Dataset items:
──────────
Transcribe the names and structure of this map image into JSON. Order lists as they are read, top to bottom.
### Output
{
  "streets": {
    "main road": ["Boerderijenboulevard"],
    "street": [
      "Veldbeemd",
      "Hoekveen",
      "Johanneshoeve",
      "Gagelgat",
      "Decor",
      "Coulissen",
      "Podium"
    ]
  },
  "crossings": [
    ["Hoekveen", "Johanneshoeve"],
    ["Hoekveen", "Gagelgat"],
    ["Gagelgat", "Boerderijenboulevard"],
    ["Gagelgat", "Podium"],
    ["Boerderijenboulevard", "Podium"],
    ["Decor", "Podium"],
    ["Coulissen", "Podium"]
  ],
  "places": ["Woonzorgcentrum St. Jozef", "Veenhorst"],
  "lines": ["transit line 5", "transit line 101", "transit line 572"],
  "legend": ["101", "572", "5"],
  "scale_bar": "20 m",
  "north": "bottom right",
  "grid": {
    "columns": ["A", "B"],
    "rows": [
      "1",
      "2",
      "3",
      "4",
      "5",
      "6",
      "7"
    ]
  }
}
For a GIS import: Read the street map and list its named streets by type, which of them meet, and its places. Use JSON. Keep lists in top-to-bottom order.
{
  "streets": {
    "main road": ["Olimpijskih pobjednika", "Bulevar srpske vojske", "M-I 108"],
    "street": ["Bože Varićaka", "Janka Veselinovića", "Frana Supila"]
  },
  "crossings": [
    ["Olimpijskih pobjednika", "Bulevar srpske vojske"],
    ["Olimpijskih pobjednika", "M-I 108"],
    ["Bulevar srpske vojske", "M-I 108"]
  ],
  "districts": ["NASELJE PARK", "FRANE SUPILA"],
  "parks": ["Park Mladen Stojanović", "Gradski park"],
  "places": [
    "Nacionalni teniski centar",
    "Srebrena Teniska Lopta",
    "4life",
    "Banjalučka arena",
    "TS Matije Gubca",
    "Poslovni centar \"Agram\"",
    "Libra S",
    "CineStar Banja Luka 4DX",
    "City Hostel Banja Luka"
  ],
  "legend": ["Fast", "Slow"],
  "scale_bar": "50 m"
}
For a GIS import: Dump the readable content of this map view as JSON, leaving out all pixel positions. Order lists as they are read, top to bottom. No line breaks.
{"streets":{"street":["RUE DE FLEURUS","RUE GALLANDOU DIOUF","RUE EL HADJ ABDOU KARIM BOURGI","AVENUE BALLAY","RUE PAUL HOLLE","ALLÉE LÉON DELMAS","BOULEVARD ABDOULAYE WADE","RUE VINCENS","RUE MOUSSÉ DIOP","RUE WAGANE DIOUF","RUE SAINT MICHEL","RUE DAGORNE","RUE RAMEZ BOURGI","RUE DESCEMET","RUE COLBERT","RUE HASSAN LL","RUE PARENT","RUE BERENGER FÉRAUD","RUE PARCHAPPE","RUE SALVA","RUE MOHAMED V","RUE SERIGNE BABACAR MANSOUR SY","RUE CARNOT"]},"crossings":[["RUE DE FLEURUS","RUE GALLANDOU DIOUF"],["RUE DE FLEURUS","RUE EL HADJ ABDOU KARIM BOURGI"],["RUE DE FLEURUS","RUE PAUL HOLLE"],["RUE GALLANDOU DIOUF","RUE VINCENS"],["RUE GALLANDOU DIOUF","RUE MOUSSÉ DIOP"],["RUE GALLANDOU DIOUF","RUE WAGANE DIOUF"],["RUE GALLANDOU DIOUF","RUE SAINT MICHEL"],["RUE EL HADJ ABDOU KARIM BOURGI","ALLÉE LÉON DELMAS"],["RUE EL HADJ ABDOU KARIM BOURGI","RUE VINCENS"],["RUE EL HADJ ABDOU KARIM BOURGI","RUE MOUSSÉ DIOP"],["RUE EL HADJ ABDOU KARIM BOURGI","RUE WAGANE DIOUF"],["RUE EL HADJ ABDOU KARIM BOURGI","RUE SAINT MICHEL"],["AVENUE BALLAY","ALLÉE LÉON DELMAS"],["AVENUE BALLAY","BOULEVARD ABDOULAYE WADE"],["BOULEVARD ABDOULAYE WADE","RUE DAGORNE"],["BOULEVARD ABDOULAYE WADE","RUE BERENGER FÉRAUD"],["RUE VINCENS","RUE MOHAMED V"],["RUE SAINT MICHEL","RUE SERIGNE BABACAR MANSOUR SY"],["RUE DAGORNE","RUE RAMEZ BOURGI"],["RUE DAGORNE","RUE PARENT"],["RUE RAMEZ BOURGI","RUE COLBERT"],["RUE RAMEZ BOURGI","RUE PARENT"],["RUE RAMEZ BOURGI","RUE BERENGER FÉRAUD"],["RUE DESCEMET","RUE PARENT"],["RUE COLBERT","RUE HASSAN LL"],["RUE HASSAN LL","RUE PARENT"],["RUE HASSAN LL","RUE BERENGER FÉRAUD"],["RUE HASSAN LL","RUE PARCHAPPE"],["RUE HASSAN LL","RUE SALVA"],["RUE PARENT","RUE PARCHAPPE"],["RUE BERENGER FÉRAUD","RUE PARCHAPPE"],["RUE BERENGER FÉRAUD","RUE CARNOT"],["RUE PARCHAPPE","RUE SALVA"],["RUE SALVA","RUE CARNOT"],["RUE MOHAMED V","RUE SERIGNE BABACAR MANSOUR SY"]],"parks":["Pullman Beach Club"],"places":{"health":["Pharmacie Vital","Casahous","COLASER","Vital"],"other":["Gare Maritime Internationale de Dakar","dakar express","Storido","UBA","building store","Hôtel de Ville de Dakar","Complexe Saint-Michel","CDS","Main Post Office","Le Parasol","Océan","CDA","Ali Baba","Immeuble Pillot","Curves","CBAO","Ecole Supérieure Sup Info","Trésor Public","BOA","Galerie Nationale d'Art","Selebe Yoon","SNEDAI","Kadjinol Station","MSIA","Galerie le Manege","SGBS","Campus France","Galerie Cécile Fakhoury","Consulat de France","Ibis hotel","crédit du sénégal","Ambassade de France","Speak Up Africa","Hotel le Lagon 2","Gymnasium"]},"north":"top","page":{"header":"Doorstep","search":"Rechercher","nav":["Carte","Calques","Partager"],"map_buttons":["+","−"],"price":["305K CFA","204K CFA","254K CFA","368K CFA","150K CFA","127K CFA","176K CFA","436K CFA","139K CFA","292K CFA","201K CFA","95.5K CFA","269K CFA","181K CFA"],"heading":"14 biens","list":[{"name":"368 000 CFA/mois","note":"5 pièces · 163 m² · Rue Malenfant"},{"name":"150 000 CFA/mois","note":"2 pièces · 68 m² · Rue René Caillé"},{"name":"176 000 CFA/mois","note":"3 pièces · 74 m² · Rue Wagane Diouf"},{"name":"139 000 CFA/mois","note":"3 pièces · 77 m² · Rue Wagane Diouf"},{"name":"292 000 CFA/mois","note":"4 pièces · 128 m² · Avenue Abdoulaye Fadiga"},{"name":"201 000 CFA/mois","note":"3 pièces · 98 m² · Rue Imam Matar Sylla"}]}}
──────────
● Required action:
Above are the records; copy each line from them that includes the string "Gagelgat".

● Answer to this task:
      "Gagelgat",
    ["Hoekveen", "Gagelgat"],
    ["Gagelgat", "Boerderijenboulevard"],
    ["Gagelgat", "Podium"],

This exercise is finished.